• **What you need to do**: Pull every line holding the word "Paróquia" out of the data and copy it.

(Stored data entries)
------------------------------------------------------------
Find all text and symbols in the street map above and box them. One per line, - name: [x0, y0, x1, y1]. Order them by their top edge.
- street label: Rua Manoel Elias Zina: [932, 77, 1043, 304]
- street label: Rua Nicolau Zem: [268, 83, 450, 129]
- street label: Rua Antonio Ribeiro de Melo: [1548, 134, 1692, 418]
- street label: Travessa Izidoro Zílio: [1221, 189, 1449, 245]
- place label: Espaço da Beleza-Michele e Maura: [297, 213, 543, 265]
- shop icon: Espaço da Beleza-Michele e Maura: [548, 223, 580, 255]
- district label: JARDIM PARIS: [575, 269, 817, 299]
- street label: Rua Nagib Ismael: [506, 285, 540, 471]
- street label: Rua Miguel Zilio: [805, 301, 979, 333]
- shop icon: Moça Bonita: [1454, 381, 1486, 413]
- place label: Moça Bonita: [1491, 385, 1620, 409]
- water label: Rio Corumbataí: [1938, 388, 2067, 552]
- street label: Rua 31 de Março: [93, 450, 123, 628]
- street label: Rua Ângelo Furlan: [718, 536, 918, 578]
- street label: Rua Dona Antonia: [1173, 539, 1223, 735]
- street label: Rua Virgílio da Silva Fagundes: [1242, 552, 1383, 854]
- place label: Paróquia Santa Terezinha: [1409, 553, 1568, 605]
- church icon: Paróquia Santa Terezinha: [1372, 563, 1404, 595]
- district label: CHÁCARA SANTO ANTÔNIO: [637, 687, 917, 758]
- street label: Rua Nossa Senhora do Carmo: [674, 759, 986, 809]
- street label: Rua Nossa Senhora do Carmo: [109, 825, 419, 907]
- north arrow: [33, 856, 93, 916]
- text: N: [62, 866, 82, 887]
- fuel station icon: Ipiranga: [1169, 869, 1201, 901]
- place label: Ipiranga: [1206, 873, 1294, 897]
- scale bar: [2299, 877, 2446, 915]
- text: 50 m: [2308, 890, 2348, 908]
------------------------------------------------------------
• **Task answer**:
- place label: Paróquia Santa Terezinha: [1409, 553, 1568, 605]
- church icon: Paróquia Santa Terezinha: [1372, 563, 1404, 595]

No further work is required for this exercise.